RÉPONSE D’ARABELLE[1]


Beaucoup préfèrent en eux le vide et l’ennui au charme d’un sentiment qu’ils ne sauraient classer. Je vous croyais excepté de ce grand nombre et vous en avais gré, mon ami. J’ai toujours souri — vous allez me juger hypocrite, ou par trop ignorante à la vérité de certaines exigences en notre nature — des rangements que nous essuyons parmi nos affections, comme si pour suprême idéal nous nous proposions un étalage avec bocaux différenciés. « Quel préférez-vous du citron acidulé ou de la pastille à la violette ? » Mais prenez garde, si vous choisissez la violette, il se peut que d’une main aveugle vous preniez le citron ou même une troisième sorte. Alors ?… Alors, il faut ne pas choisir.

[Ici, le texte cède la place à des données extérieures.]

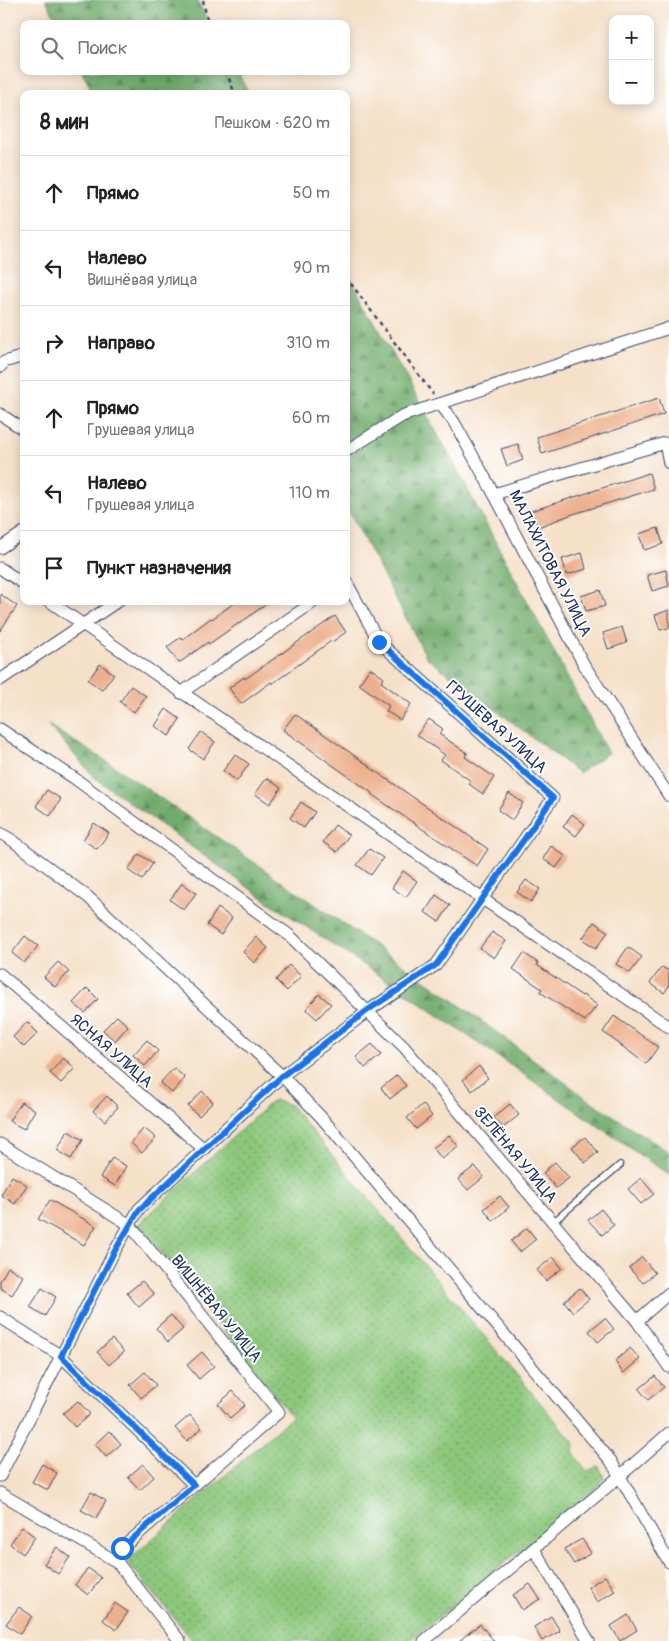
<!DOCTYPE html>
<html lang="ru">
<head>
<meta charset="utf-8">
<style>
  :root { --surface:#fff; --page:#f6f6f6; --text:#222; --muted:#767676; --line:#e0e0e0 }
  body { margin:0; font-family:Pangolin,sans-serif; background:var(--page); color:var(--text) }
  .controls { position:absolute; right:15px; top:15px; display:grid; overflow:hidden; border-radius:10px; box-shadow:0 2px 12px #0003 }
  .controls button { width:45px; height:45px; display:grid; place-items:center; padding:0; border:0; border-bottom:1px solid var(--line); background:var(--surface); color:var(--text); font:25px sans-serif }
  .stop { position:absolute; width:15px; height:15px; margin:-11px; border:4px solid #1a73e8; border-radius:50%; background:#fff }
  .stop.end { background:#1a73e8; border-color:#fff; box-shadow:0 1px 5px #0008 }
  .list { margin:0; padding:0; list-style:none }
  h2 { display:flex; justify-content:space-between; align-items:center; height:65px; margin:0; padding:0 20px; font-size:21px }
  h2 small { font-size:16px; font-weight:400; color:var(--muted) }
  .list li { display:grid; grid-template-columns:32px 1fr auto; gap:15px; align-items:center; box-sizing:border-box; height:75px; padding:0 20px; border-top:1px solid var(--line) }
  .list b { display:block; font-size:19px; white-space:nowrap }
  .list p { margin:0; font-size:16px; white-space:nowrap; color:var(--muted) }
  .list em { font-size:16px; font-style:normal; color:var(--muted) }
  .icon { flex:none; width:28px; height:28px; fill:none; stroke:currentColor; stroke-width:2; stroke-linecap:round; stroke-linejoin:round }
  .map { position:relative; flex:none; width:669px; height:1641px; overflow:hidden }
  .search { position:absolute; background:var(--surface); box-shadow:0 2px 12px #0003; left:20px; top:20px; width:330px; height:55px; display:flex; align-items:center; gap:12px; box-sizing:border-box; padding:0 18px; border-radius:10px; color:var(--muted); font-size:19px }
  .panel { position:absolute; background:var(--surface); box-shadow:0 2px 12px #0003; left:20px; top:90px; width:330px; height:515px; border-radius:10px }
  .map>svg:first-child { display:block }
</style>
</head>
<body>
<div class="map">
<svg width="669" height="1641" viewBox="0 0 669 1641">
  <defs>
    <pattern id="grass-dots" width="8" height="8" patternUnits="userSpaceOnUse" patternTransform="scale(1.25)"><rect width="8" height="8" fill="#8cc77c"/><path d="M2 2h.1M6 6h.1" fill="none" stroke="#72a269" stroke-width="1.8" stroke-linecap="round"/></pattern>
    <pattern id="forest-firs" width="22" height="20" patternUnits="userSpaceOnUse" patternTransform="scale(1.25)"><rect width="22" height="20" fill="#71ac6c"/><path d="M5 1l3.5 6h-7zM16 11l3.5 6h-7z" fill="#5c8c5c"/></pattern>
  </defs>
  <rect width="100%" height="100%" fill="#fff"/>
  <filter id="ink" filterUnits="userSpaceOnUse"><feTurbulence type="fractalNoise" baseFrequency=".02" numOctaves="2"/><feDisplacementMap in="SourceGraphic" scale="10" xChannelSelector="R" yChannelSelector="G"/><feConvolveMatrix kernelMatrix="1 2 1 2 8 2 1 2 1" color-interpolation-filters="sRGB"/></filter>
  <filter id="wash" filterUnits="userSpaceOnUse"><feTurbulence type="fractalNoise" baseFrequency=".0096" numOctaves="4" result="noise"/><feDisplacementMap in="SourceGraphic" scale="20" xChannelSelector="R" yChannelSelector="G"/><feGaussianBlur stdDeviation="1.12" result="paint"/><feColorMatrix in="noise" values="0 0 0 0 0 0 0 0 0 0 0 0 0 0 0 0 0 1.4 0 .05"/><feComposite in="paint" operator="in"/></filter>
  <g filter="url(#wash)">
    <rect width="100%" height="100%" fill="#f5e0c8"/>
    <!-- grass -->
    <path fill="url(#grass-dots)" stroke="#547b6d" d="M273,1100L290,1105L575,1444L574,1454L587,1471L599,1466L604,1478L593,1491L409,1641H193L127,1561L292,1417L139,1224Z"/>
    <!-- forest -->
    <g fill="url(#forest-firs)" stroke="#466e65">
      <path d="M46,0H197L210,24H58Z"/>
      <path d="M82,71H237L249,94H93Z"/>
      <path d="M346,270L451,458L608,753L579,773L427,658L346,506Z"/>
      <path d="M48,725L111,764L431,984L586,1098L669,1152V1175L403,991L273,905L94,777Z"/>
    </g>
    <g id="blocks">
      <!-- building -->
      <g fill="#edb08c">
        <path d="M659,398L664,414L542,454L537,437Z"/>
        <path d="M518,444L523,460L507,466L501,449Z"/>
        <path d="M649,473L654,489L570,515L538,527L531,511Z"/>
        <path d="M658,528L663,544L644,550L639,534Z"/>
        <path d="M582,553L586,569L567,575L562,559Z"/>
        <path d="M666,570L669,586L652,591L647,575Z"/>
        <path d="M600,590L605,606L586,611L581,596Z"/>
        <path d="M0,594L17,606L0,631Z"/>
        <path d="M237,601H270L239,624V623L209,644L208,642L179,663L167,647L181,637L183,639L211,618L212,619Z"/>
        <path d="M669,610V628L660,630L655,615Z"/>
        <path d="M335,616L346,632L332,642L331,641L272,684L271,682L241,704L229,688L244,677L245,679Z"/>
        <path d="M622,627L627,643L608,649L603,633Z"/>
        <path d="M100,664L114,674L102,690L88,680Z"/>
        <path d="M370,668L384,678L381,682L411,704L400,720L386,711L389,706L359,684Z"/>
        <path d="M131,686L146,696L134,712L120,702Z"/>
        <path d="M166,709L180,719L169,736L155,726Z"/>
        <path d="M295,714L368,765V766L488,849L477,866L371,794L372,793L283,730Z"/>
        <path d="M429,719L443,729L439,734L467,753L465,757L494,777L483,794L469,784L471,781L441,760L445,755L417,735Z"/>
        <path d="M201,732L215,742L203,759L189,749Z"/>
        <path d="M235,754L249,764L237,781L223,771Z"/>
        <path d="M267,778L281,788L270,804L255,794Z"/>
        <path d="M47,790L61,799L50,816L36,806Z"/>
        <path d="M509,793L523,803L512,820L498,810Z"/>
        <path d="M301,802L315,812L304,828L290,818Z"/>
        <path d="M572,814L585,824L576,836L563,827Z"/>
        <path d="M94,823L109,833L97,849L83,840Z"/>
        <path d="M335,825L349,835L337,852L323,842Z"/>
        <path d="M551,846L565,856L556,868L543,859Z"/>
        <path d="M369,849L383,858L371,875L357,865Z"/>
        <path d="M139,854L153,863L142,880L128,870Z"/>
        <path d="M403,871L417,881L406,897L392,888Z"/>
        <path d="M526,880L540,889L531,902L517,892Z"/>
        <path d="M182,883L196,893L184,910L170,900Z"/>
        <path d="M436,895L450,905L439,922L425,912Z"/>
        <path d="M218,908L232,918L221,935L207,925Z"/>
        <path d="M594,922L608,932L596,948L582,939Z"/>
        <path d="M492,932L506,941L494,958L480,948Z"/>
        <path d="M25,936L38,946L24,963L12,953Z"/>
        <path d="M256,937L268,948L254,963L243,952Z"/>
        <path d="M628,947L642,957L630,973L616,964Z"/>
        <path d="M524,953L538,963L537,965L582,996L583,995L597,1005L585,1021L540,992L542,989L513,969Z"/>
        <path d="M58,962L69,972L55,987L44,977Z"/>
        <path d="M289,965L301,976L287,991L276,980Z"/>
        <path d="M662,967L669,971V986L664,993L650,983Z"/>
        <path d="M87,988L98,999L85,1013L73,1003Z"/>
        <path d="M319,994L331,1004L317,1019L306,1009Z"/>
        <path d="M117,1016L128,1026L115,1041L103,1030Z"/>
        <path d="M614,1016L658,1047L646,1064L603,1032Z"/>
        <path d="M27,1022L38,1033L24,1047L13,1037Z"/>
        <path d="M147,1040L158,1051L145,1066L133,1055Z"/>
        <path d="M372,1044L381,1055L365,1068L356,1057Z"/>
        <path d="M63,1058L75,1068L61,1083L50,1073Z"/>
        <path d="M479,1066L488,1078L472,1091L463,1080Z"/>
        <path d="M174,1068L185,1078L172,1093L160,1083Z"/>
        <path d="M397,1075L406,1086L390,1099L381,1088Z"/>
        <path d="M202,1091L213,1102L199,1116L188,1106Z"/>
        <path d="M107,1096L118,1107L105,1121L93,1111Z"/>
        <path d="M21,1102L35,1110L24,1129L9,1121Z"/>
        <path d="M423,1104L432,1116L416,1129L407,1118Z"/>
        <path d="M510,1104L519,1115L503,1128L494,1117Z"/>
        <path d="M144,1128L156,1138L142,1153L131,1143Z"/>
        <path d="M68,1131L83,1140L71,1159L57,1150Z"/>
        <path d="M449,1135L458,1146L442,1159L433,1148Z"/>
        <path d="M585,1137L598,1152L585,1163L572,1147Z"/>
        <path d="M112,1158L126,1166L115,1186L100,1177Z"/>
        <path d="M555,1162L569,1178L556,1188L543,1173Z"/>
        <path d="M475,1166L484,1177L468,1190L458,1179Z"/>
        <path d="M12,1176L27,1185L15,1204L1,1195Z"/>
        <path d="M641,1178L654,1194L641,1204L628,1189Z"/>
        <path d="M500,1196L509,1207L493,1221L484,1209Z"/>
        <path d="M50,1200L96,1226L84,1245L38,1219Z"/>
        <path d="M601,1209L614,1225L602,1235L588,1220Z"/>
        <path d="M527,1228L536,1239L520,1252L511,1241Z"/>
        <path d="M553,1257L562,1268L546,1281L537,1270Z"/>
        <path d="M642,1257L655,1273L643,1283L629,1268Z"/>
        <path d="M8,1267L23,1276L12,1295L0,1288V1281Z"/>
        <path d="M142,1281L154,1294L139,1307L127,1293Z"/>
        <path d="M42,1288L56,1297L45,1316L30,1307Z"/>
        <path d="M580,1288L589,1299L573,1312L564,1301Z"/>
        <path d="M171,1315L183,1329L168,1342L156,1328Z"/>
        <path d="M605,1318L614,1329L598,1342L589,1331Z"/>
        <path d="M112,1339L124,1352L109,1365L97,1352Z"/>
        <path d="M630,1348L640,1359L623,1373L615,1361Z"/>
        <path d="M202,1352L214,1366L199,1379L187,1365Z"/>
        <path d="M145,1372L156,1385L141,1398L130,1385Z"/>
        <path d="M655,1376L664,1387L648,1400L639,1389Z"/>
        <path d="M233,1391L245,1405L230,1418L218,1404Z"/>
        <path d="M78,1401L90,1414L75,1427L63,1413Z"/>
        <path d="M190,1415L202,1428L187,1441L175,1428Z"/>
        <path d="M109,1431L121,1444L106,1457L95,1444Z"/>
        <path d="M42,1464L57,1473L48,1490L32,1482Z"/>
        <path d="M143,1464L154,1477L140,1490L128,1477Z"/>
        <path d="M91,1492L106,1501L96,1518L81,1510Z"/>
        <path d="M22,1527L35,1537L23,1554L10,1544Z"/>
        <path d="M582,1539L591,1553L574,1564L564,1549Z"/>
        <path d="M57,1547L70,1557L58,1574L44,1564Z"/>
        <path d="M88,1568L101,1578L88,1595L75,1585Z"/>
        <path d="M605,1576L615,1591L597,1602L588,1587Z"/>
        <path d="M530,1584L540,1599L522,1610L513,1595Z"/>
        <path d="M115,1603L128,1612L116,1630L103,1620Z"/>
        <path d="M19,1607L32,1616L20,1634L6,1624Z"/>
        <path d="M628,1615L637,1630L620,1641L611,1626Z"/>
        <path d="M551,1616L560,1631L542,1641L534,1627Z"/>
        <path d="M480,1624L494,1641H459Z"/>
      </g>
    </g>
  </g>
  <g filter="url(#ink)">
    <use href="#blocks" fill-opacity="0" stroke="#3c4a6e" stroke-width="1"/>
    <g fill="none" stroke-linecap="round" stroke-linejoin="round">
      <defs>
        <path id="service" d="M552,1223L620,1165"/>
        <g id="minor">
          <path d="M0,367L4,362L24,356"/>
          <path d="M441,405L454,422L494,494"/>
          <path d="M0,414L24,430"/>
          <path d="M346,451L402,416L669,328"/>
          <path d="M669,463L665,443L494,494L583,663L669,796"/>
          <path d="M0,548L24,532"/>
          <path d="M0,568L24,584"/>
          <path d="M49,601L669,1027"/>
          <path d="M0,680L118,601"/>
          <path d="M181,693L315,601"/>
          <path d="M0,729L74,778L289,935L404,1047L637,1321L669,1367"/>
          <path d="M0,833L12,840L88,897L282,1076L321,1117L611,1461L669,1562"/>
          <path d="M0,974L204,1149"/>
          <path d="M0,1144L130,1225L279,1412L122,1548L117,1562"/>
          <path d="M0,1317L61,1356L194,1485"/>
          <path d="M637,1321L669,1293"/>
          <path d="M0,1476L113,1254L139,1209L282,1076L368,1011L436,965L553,798L379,642L346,581"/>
          <path d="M0,1493L117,1562L180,1641"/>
          <path d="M534,1549L589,1641"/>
          <path d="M424,1641L620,1476L669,1433"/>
        </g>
      </defs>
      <!-- service casing -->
      <use href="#service" stroke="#3c4a6e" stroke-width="8"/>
      <!-- minor casing -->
      <use href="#minor" stroke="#3c4a6e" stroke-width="13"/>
      <!-- path -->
      <g stroke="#3c4a6e" stroke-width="2.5" stroke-dasharray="4 4" stroke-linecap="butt">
        <path d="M203,0L208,24"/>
        <path d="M226,71L235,94"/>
        <path d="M346,277L433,394"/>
      </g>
      <!-- service -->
      <use href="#service" stroke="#fff" stroke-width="5.5"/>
      <!-- minor -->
      <use href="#minor" stroke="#fff" stroke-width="11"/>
    </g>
  </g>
  <g fill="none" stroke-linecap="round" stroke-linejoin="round" filter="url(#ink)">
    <!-- route -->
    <path stroke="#1a73e8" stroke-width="6" d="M122,1548L194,1485L61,1356L113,1254L139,1210L282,1076L368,1010L436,965L553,798L379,642"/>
  </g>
  <g text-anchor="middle" stroke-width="4" stroke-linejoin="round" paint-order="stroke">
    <!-- street labels -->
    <g font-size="16" fill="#1b2f5e" stroke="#fff">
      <text transform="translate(551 563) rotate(63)" y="6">МАЛАХИТОВАЯ УЛИЦА</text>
      <text transform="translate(497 726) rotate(42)" y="6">ГРУШЕВАЯ УЛИЦА</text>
      <text transform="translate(112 1050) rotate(41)" y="6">ЯСНАЯ УЛИЦА</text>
      <text transform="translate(516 1154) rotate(50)" y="6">ЗЕЛЁНАЯ УЛИЦА</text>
      <text transform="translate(217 1308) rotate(51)" y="6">ВИШНЁВАЯ УЛИЦА</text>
    </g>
  </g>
</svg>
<div class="controls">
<button>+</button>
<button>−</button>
</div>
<div class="stop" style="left:122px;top:1548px"></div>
<div class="stop end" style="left:379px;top:642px"></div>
<div class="search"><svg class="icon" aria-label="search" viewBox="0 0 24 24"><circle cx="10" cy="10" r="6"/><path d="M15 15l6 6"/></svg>Поиск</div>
<section class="panel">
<h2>8 мин<small>Пешком · 620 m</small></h2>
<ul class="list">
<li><svg class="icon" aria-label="ahead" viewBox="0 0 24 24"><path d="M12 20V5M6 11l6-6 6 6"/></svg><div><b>Прямо</b></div><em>50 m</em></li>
<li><svg class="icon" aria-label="left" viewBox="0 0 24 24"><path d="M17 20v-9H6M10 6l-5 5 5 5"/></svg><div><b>Налево</b><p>Вишнёвая улица</p></div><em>90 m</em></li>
<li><svg class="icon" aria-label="right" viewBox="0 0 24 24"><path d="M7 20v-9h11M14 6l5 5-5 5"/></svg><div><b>Направо</b></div><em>310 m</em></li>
<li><svg class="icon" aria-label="ahead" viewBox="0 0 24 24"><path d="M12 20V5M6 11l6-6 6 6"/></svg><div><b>Прямо</b><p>Грушевая улица</p></div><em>60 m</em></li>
<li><svg class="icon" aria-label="left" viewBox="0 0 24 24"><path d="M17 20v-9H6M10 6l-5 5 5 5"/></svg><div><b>Налево</b><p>Грушевая улица</p></div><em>110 m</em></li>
<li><svg class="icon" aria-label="arrive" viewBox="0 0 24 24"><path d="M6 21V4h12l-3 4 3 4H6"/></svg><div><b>Пункт назначения</b></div></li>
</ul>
</section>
</div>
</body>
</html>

Vous n’avez pas regret des soirs imprécis où vous veniez à moi, sans les affirmations et orgueilleuses certitudes des autres hommes. Dehors, il faisait sale ; vous vous étiez cru le personnage attristé d’une tapisserie laineuse, sans profondeur et sans éclat. Chez moi, vous trouviez des soies japonaises, le divan, inévitable, mais d’un velours doux à la caresse des mains. Dans la rue vos yeux avaient redouté les aiguilles du froid et des lumières aux boutiques. J’atténuais de voiles légers, l’éclairage offert à votre lassitude ; parfois vous-même disposiez les lampes en des combinaisons de votre choix, et m’étiez reconnaissant de n’avoir point nargué la gravité futile que vous y apportiez. Alors certains reflets vous faisaient aimer mon visage et le préférer à celui de certaines femmes. Plantureuses et fardées, repues d’amour jusqu’au dégoût, en elles, m’aviez-vous avoué, votre jeunesse équivoque mettait l’inquiétude d’un nouveau désir. Elles vous choyaient, vous entraînaient vers les endroits de gaité, s’essayaient pour vous plaire à des coquetteries compliquées et puériles, puis, si elles en percevaient l’échec, vous grisaient, pour pouvoir en des chambres banales, où votre fatigue avait froid, vous prendre quand même presque de force. Vous acceptiez de telles aventures par effroi des longues heures solitaires, mais lorsqu’il vous était donné de venir jusqu’à moi, toujours vous choisissiez la douceur tranquille de ma pièce.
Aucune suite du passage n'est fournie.